Панфлейта — старинный духовой инструмент, изображенный на фрагменте ситулы из Ваче

До сегодняшнего дня не представлялось возможности сделать выводы о каких-либо переселениях и культурном обмене, которые бы имели место в «историческое» время. Но все это было в доисторическое время, а именно в Гальштатский период и до него, в период культуры полей погребальных урн, когда венеты населяли всю территорию между Балтийским и Адриатическим морями. Позднее сюда вторглись кельты.

Самое большое внимание среди всех описываемых параллельных явлений вызывает, конечно же, т. н. «козолец», также «стог», предназначенный для сушки зерна и сена. Кроме словенских территорий, это приспособление распространено также лишь в Северной Европе, а также на западе России, в Литве и Скандинавии. В Словении, а также в Скандинавии сохранились древнейшие лыжи в их первоначальном виде, в обоих случаях отмечаются одни и те же существенные элементы.

Демонстрацию подобных культурных элементов доисторического или раннеисторического периода в Восточных Альпах можно дополнить и рядом других примеров.

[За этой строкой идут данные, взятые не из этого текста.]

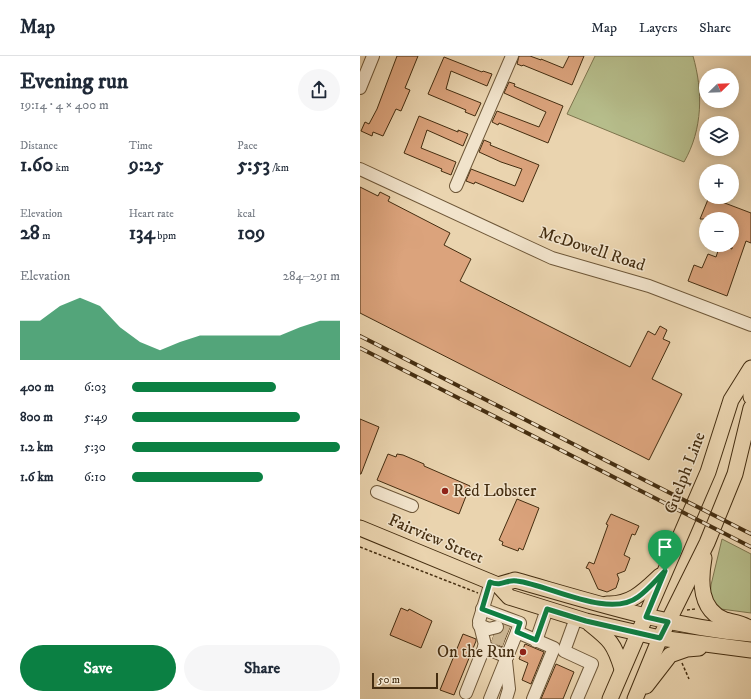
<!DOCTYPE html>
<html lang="en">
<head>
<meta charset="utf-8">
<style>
	body { margin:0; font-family:"IM FELL DW Pica",serif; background:#f6f6f7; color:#1f2937; height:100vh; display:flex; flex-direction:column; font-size:15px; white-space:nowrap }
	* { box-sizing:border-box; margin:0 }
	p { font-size:13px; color:#747a83 }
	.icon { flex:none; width:22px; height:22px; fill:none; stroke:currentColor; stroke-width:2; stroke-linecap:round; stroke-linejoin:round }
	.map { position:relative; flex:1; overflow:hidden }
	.side { display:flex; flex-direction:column; background:#fff; width:360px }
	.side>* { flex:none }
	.needle { width:26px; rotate:67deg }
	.buttons { position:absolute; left:339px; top:12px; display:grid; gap:8px }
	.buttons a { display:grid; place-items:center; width:40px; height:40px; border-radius:50%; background:#fff; box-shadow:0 2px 10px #0003; font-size:20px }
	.scale { position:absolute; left:12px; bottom:10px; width:66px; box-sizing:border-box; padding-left:4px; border:2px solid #442d10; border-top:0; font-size:11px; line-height:14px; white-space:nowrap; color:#442d10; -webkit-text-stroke:3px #f1e3cb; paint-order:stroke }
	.pin { position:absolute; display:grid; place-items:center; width:34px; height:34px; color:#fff; margin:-41px -17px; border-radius:50% 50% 50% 0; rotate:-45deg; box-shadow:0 0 4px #0007 }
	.pin .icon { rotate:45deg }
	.round { display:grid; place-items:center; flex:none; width:42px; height:42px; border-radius:21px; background:#f6f6f7 }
	.summary { display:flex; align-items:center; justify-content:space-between; height:68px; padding:0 20px }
	h1 { font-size:22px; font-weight:700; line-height:30px }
	.figures { display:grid; grid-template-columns:repeat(3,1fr); gap:6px; height:68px; padding:4px 20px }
	.figures div { display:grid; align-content:center }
	.figures b { font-size:20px; font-weight:700 }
	.figures small { font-size:11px; font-weight:400 }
	.figures p { font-size:11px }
	.chart { height:112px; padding:8px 20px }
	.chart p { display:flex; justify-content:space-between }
	.chart svg { width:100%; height:72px; margin-top:4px; fill:#0b8043; opacity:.7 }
	.primary-button { display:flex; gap:8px; margin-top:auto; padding:8px 20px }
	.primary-button a { flex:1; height:46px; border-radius:24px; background:#0b8043; color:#fff; font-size:16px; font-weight:700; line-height:46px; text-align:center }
	.primary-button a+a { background:#f6f6f7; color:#1f2937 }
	ul { padding:0 20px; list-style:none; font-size:13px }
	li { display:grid; grid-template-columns:64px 48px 1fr; align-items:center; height:30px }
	li i { height:10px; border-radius:5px; background:#0b8043 }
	header { display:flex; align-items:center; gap:24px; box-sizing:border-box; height:56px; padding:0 20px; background:#fff; border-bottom:1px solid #e0e1e3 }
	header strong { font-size:19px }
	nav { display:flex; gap:22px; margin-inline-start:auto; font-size:14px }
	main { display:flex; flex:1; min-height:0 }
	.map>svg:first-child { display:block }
	.green { fill:#b6bd8b; stroke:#7d754e }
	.building { fill:#dba37c; stroke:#442d10 }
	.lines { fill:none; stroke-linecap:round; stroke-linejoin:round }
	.minor-tunnel { stroke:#c9b38f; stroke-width:12; stroke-dasharray:12 6; stroke-linecap:butt }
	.minor-casing { stroke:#6e5738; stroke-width:14 }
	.major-casing { stroke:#442d10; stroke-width:17 }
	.path { stroke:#442d10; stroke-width:1.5; stroke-dasharray:3 2; stroke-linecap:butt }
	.minor { stroke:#f1e3cb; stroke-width:12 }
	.major { stroke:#ead4af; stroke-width:15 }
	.rail-casing { stroke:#442d10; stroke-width:4 }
	.rail { stroke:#f1e3cb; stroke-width:2.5; stroke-dasharray:8; stroke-linecap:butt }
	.route-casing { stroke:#fff; stroke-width:8 }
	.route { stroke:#0b8043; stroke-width:5 }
	.poi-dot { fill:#8f2418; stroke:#f1e3cb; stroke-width:1.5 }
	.labels { text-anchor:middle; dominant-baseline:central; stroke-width:3; stroke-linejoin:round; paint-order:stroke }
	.street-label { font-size:17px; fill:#442d10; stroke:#f1e3cb }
	.poi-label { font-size:17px; fill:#442d10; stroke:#f1e3cb; text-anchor:start }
</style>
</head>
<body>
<header>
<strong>Map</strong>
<nav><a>Map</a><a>Layers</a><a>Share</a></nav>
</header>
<main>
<section class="side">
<div class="summary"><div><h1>Evening run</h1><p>19:14 · 4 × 400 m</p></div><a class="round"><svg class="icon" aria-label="share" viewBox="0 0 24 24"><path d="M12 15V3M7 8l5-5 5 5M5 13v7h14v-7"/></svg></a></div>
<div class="figures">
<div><p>Distance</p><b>1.60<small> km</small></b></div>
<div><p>Time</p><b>9:25</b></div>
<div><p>Pace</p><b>5:53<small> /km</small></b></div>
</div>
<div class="figures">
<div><p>Elevation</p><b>28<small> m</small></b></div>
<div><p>Heart rate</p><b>134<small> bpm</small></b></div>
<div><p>kcal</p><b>109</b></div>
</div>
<div class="chart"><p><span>Elevation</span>284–291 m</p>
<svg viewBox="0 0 160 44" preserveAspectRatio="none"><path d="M0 44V20L10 20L20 11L30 6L40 11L50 24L60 33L70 38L80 33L90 29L100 29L110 29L120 29L130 29L140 24L150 20L160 20V44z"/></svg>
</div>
<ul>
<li><b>400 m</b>6:03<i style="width:69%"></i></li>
<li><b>800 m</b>5:49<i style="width:81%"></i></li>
<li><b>1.2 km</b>5:30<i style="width:100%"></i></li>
<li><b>1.6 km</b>6:10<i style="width:63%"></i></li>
</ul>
<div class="primary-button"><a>Save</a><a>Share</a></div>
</section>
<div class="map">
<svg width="391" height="643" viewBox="0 0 391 643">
	<rect width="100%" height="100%" fill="#ead4af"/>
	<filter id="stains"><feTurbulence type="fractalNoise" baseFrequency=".005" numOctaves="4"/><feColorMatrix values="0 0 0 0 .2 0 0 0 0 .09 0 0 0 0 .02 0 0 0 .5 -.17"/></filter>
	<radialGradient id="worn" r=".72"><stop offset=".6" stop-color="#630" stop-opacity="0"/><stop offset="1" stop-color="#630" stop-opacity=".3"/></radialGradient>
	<!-- green -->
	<g class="green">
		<path d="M 235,0 L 333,0 C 343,35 343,73 324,106 L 207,58 Z"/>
		<polygon points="362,483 391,498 391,557 361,553 350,542 351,529"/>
	</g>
	<!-- building -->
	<g class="building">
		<polygon points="37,0 58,0 45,32 50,34 41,55 36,53 23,80 13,76 12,80 1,75 5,66 9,68 17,53"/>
		<polygon points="159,0 170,0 181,4 181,3 203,12 209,0 224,0 212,29 163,9 162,10 157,8"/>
		<polygon points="84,1 122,16 123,15 132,18 127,30 91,15 86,33 121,47 115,60 105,56 106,54 68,38"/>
		<polygon points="149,26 155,28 154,30 203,50 188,87 139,67 138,69 132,66 137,55 179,71 186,56 144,37"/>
		<polygon points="59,60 98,76 98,74 108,78 103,90 67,74 61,92 96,106 91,119 81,115 82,113 44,97"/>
		<polygon points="124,84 131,87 130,89 179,109 163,146 115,126 114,128 106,125 111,113 155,130 162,113 141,106 119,96"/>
		<polygon points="0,131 18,140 20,136 30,141 28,145 90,177 84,189 111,203 100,225 270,311 288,275 295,279 300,270 307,274 303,283 310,286 292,323 322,338 289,404 0,257"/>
		<polygon points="349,141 391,157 391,187 386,185 367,240 328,225 334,209 342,212 348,198 356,201 360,189 372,193 372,163 340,163"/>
		<polygon points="0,363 19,371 1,418 0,418"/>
		<polygon points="28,398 36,401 37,398 43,399 64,408 64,410 110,430 99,458 17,424"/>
		<polygon points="157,443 179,452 163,494 159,492 158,495 142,489 143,486 139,484"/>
		<polygon points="251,458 279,470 275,479 272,478 264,499 270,502 265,515 257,518 259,523 256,532 247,536 238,533 229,513 226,512 229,506 234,508 248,469 246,468"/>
		<polygon points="41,552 48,555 49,553 72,565 61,592 30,579"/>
		<polygon points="144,569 150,571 142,591 132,585 134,579 142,576"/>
		<polygon points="103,578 116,583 116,585 94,639 80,634"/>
		<polygon points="165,588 184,596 171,628 162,624 168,607 159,603"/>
		<polygon points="196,608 214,616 203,643 181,643"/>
	</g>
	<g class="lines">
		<!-- minor-tunnel -->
		<g class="minor-tunnel">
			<polyline points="137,571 148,576"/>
			<polyline points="133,581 145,585"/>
		</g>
		<defs>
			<g id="minor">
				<polyline points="0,32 13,0"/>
				<polyline points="0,113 192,202 289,230 391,269"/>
				<polyline points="96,130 152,0"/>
				<polyline points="17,436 52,450"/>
				<polyline points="122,553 160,567 157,576"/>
				<polyline points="216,562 204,595 232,608 217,643"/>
				<polyline points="119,569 129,573 137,571"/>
				<polyline points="176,585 187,553"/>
				<polyline points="124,591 147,601"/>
				<polyline points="106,637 125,589 119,565 131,526"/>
				<polyline points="130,643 157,576 194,592 173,643"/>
				<polyline points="146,643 149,633 146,605"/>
			</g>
			<g id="major">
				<polyline points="390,316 391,341"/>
				<polyline points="0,472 138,529 149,541 226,565 300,582 391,594"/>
				<path d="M 344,502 C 340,525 339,554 365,564 C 372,566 383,567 389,572"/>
				<path d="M 138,529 L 155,524 C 233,546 310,571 391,578"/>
				<path d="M 247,548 C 271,549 284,535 300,520"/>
				<path d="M 230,568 C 250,584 254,587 262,613"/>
				<polyline points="286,630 310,599 327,593 339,592"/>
				<polyline points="250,643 348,416 371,344 391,312"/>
				<polyline points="275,643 300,582 347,487 375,418 391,352"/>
			</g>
		</defs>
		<!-- minor casing -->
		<use href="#minor" class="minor-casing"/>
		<!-- major casing -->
		<use href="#major" class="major-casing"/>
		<!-- path -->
		<g class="path">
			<polyline points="0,491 118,537"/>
			<polyline points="327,554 335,553"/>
			<polyline points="322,607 329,623"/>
		</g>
		<!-- minor -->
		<use href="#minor" class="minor"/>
		<!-- major -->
		<use href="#major" class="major"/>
		<defs>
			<g id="rail">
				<polyline points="0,280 391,478"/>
				<polyline points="0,292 391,491"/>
			</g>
		</defs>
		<!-- rail casing -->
		<use href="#rail" class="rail-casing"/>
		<!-- rail -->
		<use href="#rail" class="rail"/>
	</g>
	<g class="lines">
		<defs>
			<path id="route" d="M 305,515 L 286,561 L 308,566 L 300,582 L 226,565 L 187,553 L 176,584 L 157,576 L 160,567 L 122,553 L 130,526 C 143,531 146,523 157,525 C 189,529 249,563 278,541 C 288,534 296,524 305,515 Z"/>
		</defs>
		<!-- route casing -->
		<use href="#route" class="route-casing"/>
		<!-- route -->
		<use href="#route" class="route"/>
	</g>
	<!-- markers -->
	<g class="poi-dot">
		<circle cx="85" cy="435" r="4"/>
		<circle cx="163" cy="596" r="4"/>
	</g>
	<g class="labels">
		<!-- street labels -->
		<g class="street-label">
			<text transform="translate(232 193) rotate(18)">McDowell Road</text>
			<text transform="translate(325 417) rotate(-69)">Guelph Line</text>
			<text transform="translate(76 483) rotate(23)">Fairview Street</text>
		</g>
		<!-- poi labels -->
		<g class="poi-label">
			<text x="93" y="435">Red Lobster</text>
			<text x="155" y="596" text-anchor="end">On the Run</text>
		</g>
	</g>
	<rect width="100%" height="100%" filter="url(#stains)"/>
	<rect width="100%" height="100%" fill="url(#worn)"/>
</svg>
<div class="buttons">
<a><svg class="needle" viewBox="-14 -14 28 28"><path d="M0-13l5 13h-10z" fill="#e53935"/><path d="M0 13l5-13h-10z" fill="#747a83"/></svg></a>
<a><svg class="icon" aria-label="layers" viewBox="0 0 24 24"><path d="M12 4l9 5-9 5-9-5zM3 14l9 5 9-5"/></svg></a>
<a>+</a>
<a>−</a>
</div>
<div class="scale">50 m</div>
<div class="pin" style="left:305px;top:515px;background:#1e9e55"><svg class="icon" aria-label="arrive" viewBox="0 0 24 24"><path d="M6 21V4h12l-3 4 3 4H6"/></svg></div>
</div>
</main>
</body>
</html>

Например, в качестве типичной доисторической постройки наибольшее внимание вызывает пастушеская хижина. На примере Великой планины в Камнишских Альпах нам описывает ее этнограф Антон Цевц (Любляна).153 У такой хижины с наружной стороны имеется овальный, весьма часто обнесенный каменной стеной загон для скота, с внутренней стороны либо посередине — изолированный от него деревянной перегородкой квадратный сарай для пастуха. Некогда овальная часть целиком возводилась из камня. В древности вся постройка должна была быть целиком из камня, с крышей из каменной черепицы — так она описывается в Европе; это и есть исконный «tamar». Поскольку римляне оставили в Восточных Альпах лишь руины четырехугольных построек, то можно отнести появление овальной постройки еще к периоду Гальштата, а, может быть, и к еще более раннему времени, стоит лишь сравнить остатки эллипсоидных, или овальных хижин, раскопанных в Риме. (10-9 вв. до н. э.)

 

Устный и музыкальный фольклор

Устная народная традиция в Восточных Альпах, как на территории Словении, так и Германии, свидетельствует о древних истоках. У словенцев все это еще недостаточно исследовано и обработано.

Примером такого рода традиции является народная медицина, представления и способы лечения которой сохранились от античности до современности. Из того, что касается представления о болезнях и способах их излечения приведем лишь один пример. Это убеждение в том, что болезнь можно перенести с человека на дерево, растение, животное и т. п. Способ лечения в этом случае, основывающийся на принципе античной «magia naturalis» и получивший вновь распространение во времена Ренессанса, средневековое знахарство именовало «Transplantatio morborum». Как следует из исследования Эльфриды Грабнер (Градец),154 в Штирии было распространено поверье, что желтуху могут притягивать некоторые птицы, в частности, канарейка и кривоклюн.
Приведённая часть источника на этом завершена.